They always say the problem with haircuts is that you can’t have two at once. It seems it is a similar story with Scotland formations. Theses could be written – and as good as have been – on the subject of combining left-backs Andrew Robertson and Kieran Tierney in the national set-up. Even across the 19 months that injury problems for the Arsenal defender prevented this being a live issue. Steve Clarke found a way on Friday night. The problem was that his team did not find a way to develop any rhythm, and could find no means to exhibit any incisiveness in the unsatisfying 1-1 draw against Israel in the Nations League opener at Hampden.
As a result, Clarke departing from his favoured 4-4-1-1 formation to perm his players into a 3-4-2-1 shape is now being presented as a problem. Never mind that, with Tierney in his Arsenal role on the left of a back three and Liverpool’s Robertson deployed as left-wing, the pair combined just as they did when Scotland were supposed to have been valiant in drawing 2-2 with England on that famous afternoon in June 2017.

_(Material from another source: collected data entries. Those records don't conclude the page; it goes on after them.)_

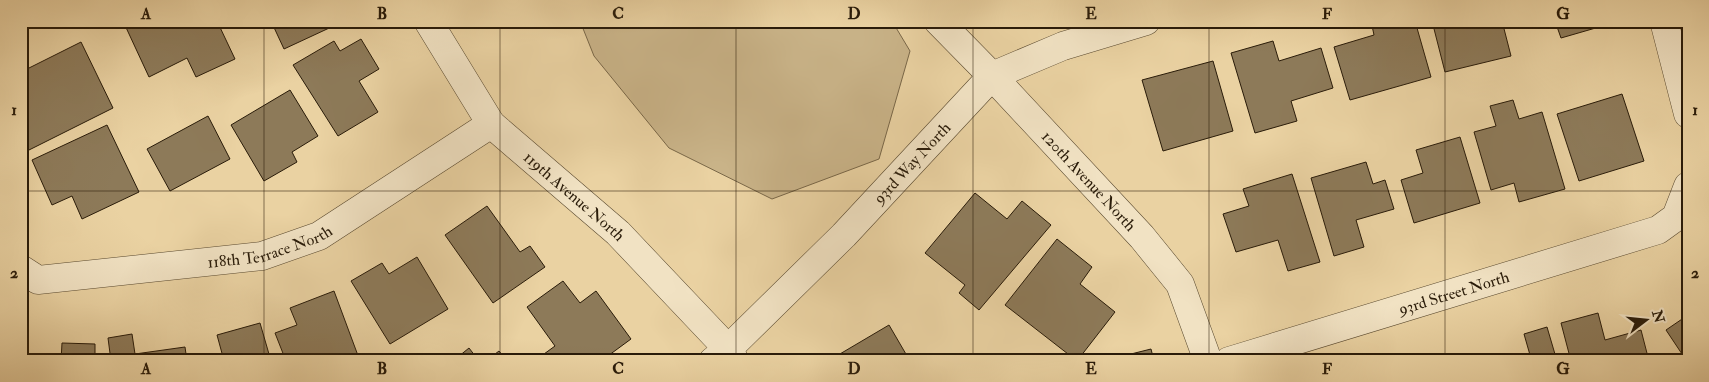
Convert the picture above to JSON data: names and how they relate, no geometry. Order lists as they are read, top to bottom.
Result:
{
  "streets": {
    "street": [
      "93rd Way North",
      "120th Avenue North",
      "119th Avenue North",
      "118th Terrace North",
      "93rd Street North"
    ]
  },
  "crossings": [
    ["93rd Way North", "120th Avenue North"],
    ["93rd Way North", "119th Avenue North"],
    ["119th Avenue North", "118th Terrace North"]
  ],
  "north": "right",
  "grid": {
    "columns": [
      "A",
      "B",
      "C",
      "D",
      "E",
      "F",
      "G"
    ],
    "rows": ["1", "2"]
  }
}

Robertson, as with opposite flank wing-back James Forrest, was unable to move Scotland up the pitch from wide areas. However, it was a statis that afflicted all component parts that troubled ahead of the game in the Czech Republic tomorrow – and, more importantly, the return, for next month’s Euro 2020 play-off semi-final, of an Israel team that the other night looked solid and sharp. Yet, Clarke seemed narked yesterday that there had been so much caustic blether sparked by – what he considered – was a merely minor reconfiguration of the team set-up.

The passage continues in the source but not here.